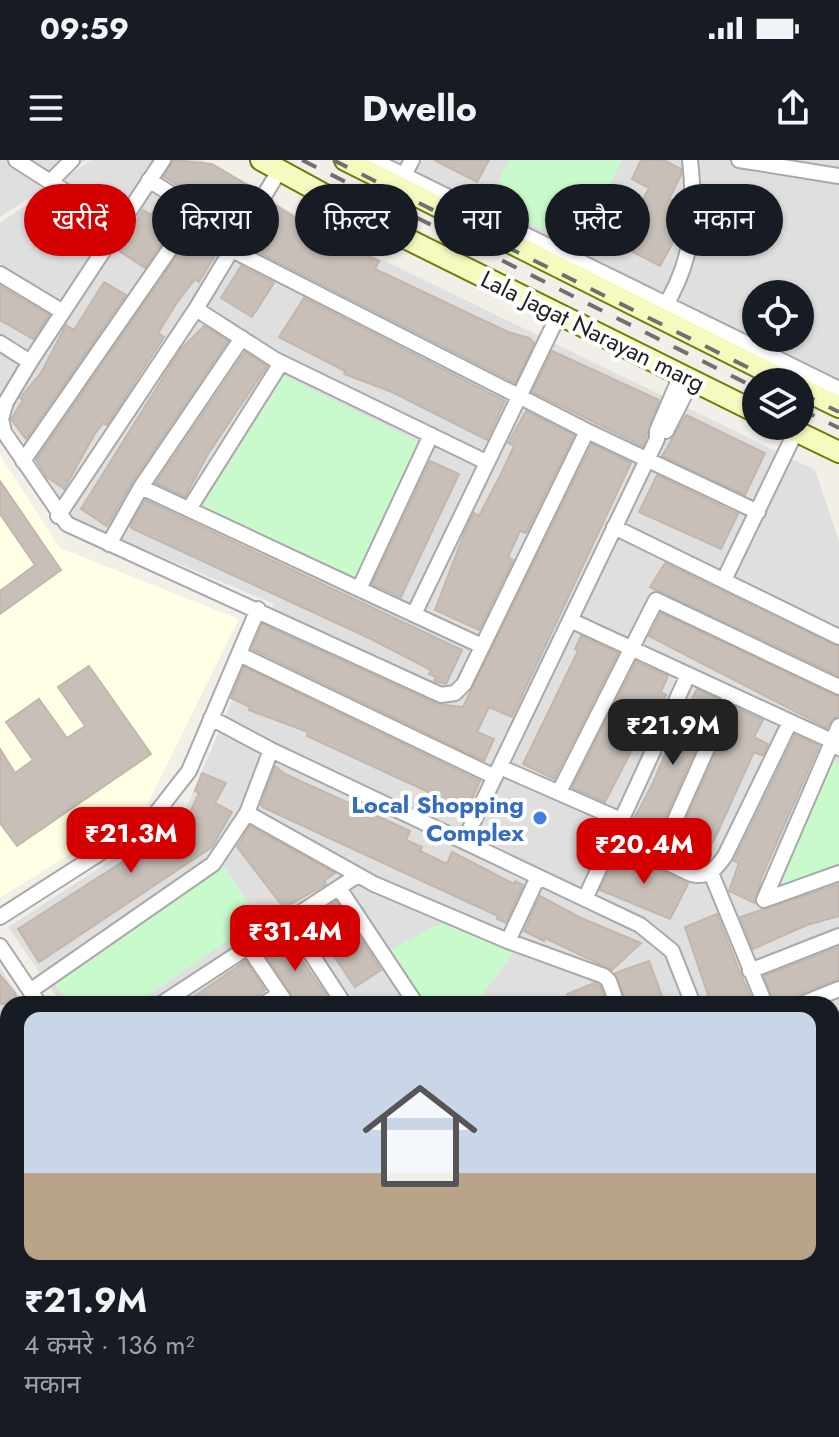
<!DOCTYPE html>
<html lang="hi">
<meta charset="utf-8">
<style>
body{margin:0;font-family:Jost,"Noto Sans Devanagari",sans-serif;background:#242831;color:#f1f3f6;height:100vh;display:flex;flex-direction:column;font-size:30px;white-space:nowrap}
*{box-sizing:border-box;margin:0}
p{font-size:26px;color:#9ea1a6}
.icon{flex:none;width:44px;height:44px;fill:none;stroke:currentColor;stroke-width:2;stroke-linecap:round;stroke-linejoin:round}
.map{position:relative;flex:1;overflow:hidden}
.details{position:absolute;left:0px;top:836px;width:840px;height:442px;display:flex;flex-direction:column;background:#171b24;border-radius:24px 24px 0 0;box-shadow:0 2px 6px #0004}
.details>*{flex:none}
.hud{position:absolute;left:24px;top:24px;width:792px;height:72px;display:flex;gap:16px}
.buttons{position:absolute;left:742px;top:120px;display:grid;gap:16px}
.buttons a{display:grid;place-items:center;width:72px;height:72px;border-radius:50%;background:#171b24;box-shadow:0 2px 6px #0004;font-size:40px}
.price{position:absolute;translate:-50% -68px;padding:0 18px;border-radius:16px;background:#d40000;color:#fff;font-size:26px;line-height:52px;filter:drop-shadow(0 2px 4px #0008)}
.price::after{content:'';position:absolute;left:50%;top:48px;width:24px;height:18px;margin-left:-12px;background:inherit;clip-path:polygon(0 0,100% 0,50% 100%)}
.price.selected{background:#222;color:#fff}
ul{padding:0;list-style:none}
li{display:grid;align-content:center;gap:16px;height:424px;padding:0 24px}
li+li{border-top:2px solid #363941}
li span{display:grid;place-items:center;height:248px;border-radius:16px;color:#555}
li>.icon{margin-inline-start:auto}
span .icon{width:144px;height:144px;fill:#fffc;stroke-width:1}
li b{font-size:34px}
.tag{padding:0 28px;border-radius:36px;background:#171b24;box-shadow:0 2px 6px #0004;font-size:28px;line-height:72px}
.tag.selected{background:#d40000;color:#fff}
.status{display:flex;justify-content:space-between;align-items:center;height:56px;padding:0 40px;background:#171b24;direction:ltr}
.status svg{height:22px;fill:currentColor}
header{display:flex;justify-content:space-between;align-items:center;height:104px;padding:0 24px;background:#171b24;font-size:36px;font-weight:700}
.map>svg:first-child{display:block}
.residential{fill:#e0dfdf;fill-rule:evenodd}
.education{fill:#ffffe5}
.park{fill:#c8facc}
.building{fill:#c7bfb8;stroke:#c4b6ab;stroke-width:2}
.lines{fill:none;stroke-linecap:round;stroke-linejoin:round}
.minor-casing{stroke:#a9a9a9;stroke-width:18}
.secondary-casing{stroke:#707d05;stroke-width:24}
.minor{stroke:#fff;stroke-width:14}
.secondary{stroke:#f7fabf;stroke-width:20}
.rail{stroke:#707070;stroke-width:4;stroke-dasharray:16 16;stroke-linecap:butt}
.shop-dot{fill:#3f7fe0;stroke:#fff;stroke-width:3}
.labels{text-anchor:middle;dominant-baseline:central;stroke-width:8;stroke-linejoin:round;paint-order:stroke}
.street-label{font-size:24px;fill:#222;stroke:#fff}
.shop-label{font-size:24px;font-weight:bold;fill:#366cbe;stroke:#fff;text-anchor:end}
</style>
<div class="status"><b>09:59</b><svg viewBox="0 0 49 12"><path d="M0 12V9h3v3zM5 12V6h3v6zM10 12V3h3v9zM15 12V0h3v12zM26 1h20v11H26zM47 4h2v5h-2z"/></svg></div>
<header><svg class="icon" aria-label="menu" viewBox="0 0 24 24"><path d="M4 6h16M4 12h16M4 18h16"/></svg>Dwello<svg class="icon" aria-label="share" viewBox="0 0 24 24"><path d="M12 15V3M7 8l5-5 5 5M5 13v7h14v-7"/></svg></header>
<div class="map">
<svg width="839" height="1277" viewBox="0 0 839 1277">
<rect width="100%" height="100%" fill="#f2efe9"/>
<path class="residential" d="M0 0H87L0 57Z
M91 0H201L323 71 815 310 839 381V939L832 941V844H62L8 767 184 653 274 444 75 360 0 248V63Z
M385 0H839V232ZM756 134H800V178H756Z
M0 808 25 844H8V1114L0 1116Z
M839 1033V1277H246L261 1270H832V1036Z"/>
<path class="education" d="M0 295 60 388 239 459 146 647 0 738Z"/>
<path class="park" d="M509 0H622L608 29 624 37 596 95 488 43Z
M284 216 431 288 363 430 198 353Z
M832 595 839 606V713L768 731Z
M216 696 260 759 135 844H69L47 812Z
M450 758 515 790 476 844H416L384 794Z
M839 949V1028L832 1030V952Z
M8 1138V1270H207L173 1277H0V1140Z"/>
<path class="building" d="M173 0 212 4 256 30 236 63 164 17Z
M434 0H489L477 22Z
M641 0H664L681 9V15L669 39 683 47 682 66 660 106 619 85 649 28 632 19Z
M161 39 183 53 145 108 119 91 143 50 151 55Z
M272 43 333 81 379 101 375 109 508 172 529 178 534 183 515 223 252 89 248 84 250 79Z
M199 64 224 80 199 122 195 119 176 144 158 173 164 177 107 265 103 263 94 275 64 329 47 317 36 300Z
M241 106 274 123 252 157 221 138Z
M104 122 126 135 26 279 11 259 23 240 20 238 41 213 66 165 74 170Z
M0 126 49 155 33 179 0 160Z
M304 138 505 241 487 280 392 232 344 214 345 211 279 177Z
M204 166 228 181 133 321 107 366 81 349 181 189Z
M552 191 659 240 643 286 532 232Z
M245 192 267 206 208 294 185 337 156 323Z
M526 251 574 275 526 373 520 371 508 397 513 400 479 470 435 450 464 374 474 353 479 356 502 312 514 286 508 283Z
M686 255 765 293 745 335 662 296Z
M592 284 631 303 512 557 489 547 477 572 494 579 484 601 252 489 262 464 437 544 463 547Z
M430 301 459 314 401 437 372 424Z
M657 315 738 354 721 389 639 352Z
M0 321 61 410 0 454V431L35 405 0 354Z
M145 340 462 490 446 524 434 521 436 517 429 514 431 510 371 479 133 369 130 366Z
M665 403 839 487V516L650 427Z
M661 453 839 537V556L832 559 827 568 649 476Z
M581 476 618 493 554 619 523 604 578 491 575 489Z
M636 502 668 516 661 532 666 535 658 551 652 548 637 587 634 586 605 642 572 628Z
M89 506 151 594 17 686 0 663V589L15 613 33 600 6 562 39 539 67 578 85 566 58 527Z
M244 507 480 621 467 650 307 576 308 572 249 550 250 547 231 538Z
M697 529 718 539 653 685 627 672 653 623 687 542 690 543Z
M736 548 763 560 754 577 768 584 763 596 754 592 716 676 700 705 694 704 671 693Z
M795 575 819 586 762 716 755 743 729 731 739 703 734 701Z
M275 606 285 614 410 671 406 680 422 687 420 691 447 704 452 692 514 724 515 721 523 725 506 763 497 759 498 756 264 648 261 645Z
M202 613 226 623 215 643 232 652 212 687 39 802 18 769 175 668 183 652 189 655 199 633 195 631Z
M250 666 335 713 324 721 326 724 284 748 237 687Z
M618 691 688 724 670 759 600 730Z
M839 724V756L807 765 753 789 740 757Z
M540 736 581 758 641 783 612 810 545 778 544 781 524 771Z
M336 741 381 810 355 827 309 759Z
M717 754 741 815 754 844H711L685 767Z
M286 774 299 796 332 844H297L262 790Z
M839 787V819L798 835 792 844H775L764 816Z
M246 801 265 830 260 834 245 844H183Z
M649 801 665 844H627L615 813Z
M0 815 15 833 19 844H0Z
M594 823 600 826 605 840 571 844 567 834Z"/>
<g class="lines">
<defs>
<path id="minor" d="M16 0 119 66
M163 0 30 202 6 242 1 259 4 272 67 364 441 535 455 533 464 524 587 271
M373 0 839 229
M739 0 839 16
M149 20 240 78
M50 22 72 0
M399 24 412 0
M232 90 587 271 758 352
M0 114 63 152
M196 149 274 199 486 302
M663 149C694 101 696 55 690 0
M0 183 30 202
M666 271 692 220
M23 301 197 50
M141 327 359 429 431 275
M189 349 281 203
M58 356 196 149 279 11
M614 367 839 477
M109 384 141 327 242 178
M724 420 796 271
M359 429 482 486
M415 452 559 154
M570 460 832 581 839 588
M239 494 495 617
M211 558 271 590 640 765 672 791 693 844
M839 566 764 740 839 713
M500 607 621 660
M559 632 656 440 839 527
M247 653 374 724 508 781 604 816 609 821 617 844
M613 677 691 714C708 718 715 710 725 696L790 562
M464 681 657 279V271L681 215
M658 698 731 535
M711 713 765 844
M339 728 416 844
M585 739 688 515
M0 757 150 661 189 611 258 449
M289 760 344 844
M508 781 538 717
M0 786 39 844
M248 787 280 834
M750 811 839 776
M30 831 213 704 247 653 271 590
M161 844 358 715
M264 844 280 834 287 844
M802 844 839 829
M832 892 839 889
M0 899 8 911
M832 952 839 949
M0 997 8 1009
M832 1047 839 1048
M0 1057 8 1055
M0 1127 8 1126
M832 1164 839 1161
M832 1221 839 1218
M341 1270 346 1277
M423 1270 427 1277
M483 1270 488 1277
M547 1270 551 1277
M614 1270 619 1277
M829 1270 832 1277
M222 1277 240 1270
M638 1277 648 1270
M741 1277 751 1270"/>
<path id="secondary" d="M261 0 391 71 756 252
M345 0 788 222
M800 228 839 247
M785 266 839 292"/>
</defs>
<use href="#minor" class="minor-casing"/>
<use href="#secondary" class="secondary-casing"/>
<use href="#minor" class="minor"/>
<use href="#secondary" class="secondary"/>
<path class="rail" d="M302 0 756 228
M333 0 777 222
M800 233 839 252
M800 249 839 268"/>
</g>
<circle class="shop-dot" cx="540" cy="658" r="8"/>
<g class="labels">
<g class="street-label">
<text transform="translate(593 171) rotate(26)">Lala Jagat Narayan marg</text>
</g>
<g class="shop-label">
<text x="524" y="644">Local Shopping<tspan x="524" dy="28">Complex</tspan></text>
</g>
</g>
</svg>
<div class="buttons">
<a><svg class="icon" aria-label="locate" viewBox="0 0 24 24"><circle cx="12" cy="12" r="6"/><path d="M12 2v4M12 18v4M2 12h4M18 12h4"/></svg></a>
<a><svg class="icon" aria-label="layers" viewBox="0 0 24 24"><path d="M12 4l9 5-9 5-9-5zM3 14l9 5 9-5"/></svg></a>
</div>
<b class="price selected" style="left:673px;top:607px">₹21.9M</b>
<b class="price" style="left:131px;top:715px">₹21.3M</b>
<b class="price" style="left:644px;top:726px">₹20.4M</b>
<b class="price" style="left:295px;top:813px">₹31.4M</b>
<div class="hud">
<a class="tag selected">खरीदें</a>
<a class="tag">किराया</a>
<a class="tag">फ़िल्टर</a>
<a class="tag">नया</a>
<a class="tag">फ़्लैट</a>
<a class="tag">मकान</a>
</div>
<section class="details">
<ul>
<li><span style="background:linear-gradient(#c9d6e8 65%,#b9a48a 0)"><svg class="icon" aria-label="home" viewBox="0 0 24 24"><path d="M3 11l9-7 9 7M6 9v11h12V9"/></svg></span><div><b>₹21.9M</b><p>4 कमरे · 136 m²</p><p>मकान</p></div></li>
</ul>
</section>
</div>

::::

▶ _EXERCISE_
Scan the records for the string "grid" and report each line where it occurs.

▶ _YOUR SOLUTION_
.buttons{position:absolute;left:742px;top:120px;display:grid;gap:16px}
.buttons a{display:grid;place-items:center;width:72px;height:72px;border-radius:50%;background:#171b24;box-shadow:0 2px 6px #0004;font-size:40px}
li{display:grid;align-content:center;gap:16px;height:424px;padding:0 24px}
li span{display:grid;place-items:center;height:248px;border-radius:16px;color:#555}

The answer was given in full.